到着したら改めてご紹介するが、ソヴェト連邦の時代に製造された剃刀であり、その製造の状況とか経緯についても調べたいことがたくさんあって、結局はロシア語を少しでも勉強しないといけないと感じている。(左翼だった)高校時代に少しは勉強して「ヴィ・チターリ?」(これ読んだ?)などと言っていたものだが、もうすっかり最初からやりなおしである。また、それだけではなく製造物についての歴史を知る必要があるため、産業史のような知識もほしい。

しかし、実はソヴェト連邦の歴史というのは世界史の雑な教科書に書かれた事項ばかりが普及していて、なかなか詳しい通史、ましてやソヴェト連邦時代の産業史についての本なんてほぼない。通史については、アマゾンで検索すればお分かりのように、ちくま新書から1冊、そして講談社学術文庫から1冊という具合で、実際のところは貧弱である(後者は、さきほどジュンク堂でざっと眺めてみたが、モロトフという人物の経歴を中心に見た政治抗争史にすぎず、とてもソヴェト連邦の標準的な通史として紹介するようなものではない。同じ著者によって河出書房新社の「ふくろうの本」というシリーズから出ている『ソ連史』の方がまだいい)。岩波ですら、あまり手ごろな通史を出している様子はないのだが、昔は出していたのかもしれない(そして絶版になったのかもしれない)。だいたい70代以上の世代で左翼青年だった人たちは、どういう媒体でも、やれボルシェヴィキがどうとか言ったりする。でも、ソヴェト連邦の情報がそもそも開示されていなかった時代に、それほど正確な知識を一般人がもっていたとは思えないわけなので、まぁ年配者のソヴェト連邦に関する書き物というのは、1990年代より前に出版されたものならなおさら、眉に唾をつけて読むべきであろう。
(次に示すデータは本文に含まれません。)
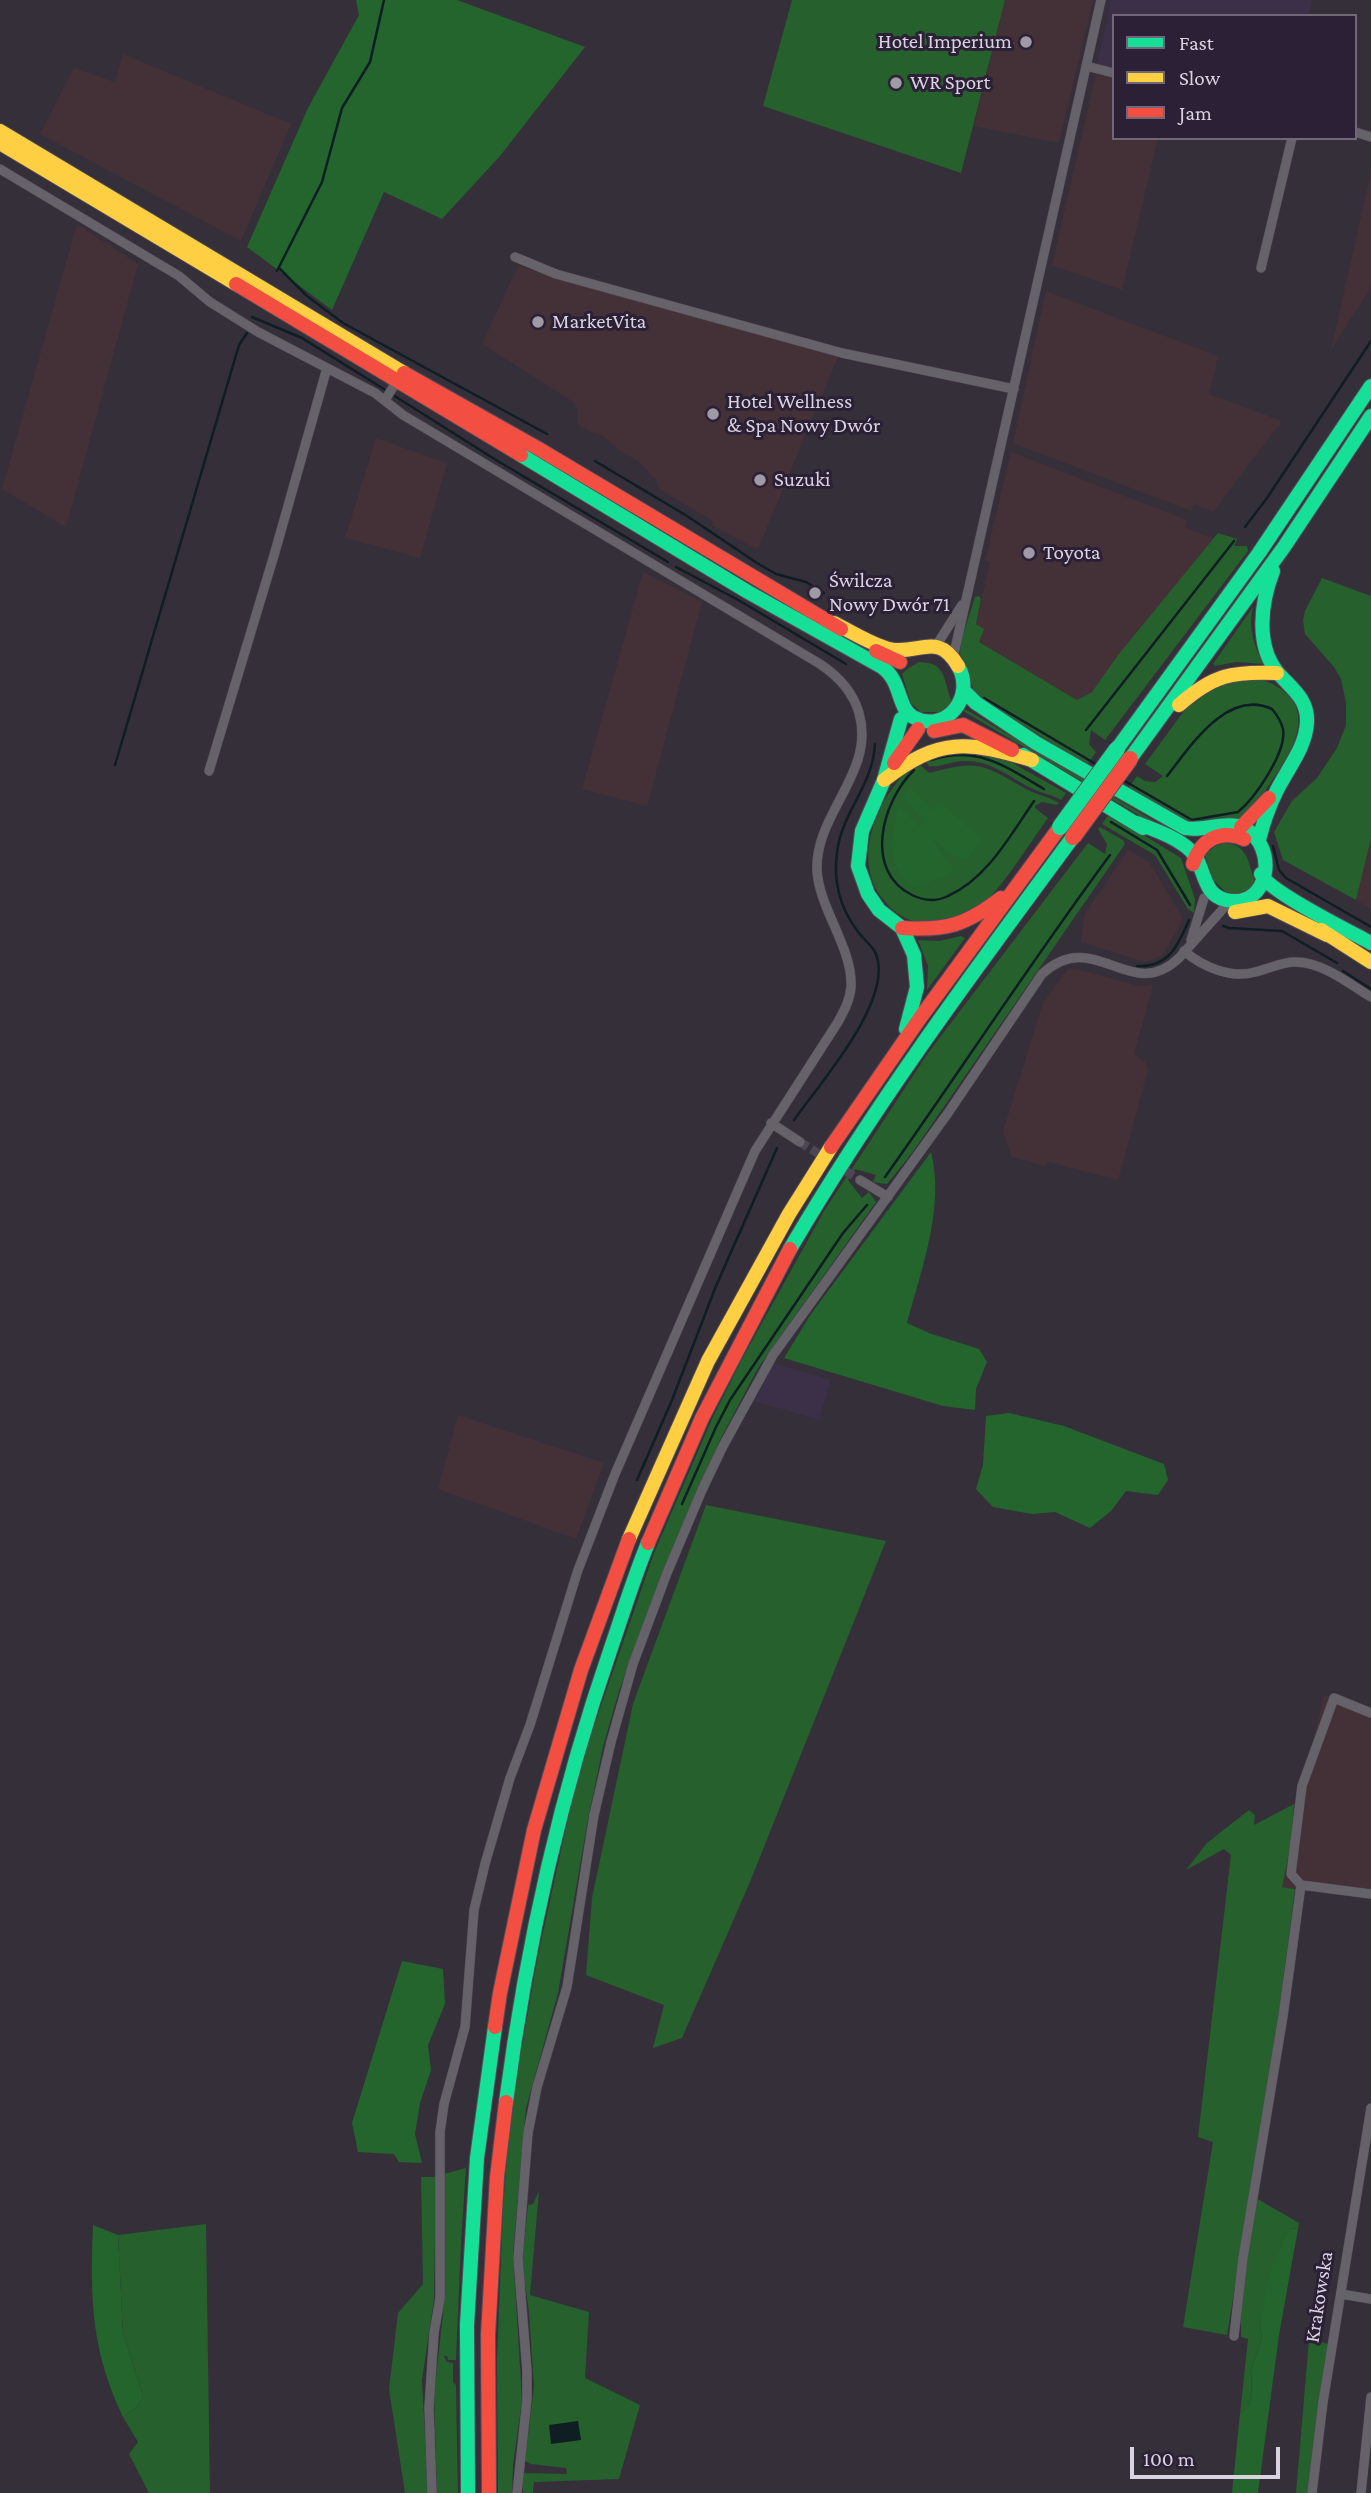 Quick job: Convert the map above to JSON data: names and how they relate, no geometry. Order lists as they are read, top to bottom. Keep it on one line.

Jasmin Dall’Agnola, Allyson Edwards, and Marnie Howlett, Researching in the Former Soviet Union: Stories from the Field (Routledge, 2022) などという本があるように、旧ソ連で働いていた研究者などですら実態を知ることにはリスクがあったわけで、日本の研究者が後からどれほど家探しするように資料を漁っても限界はある。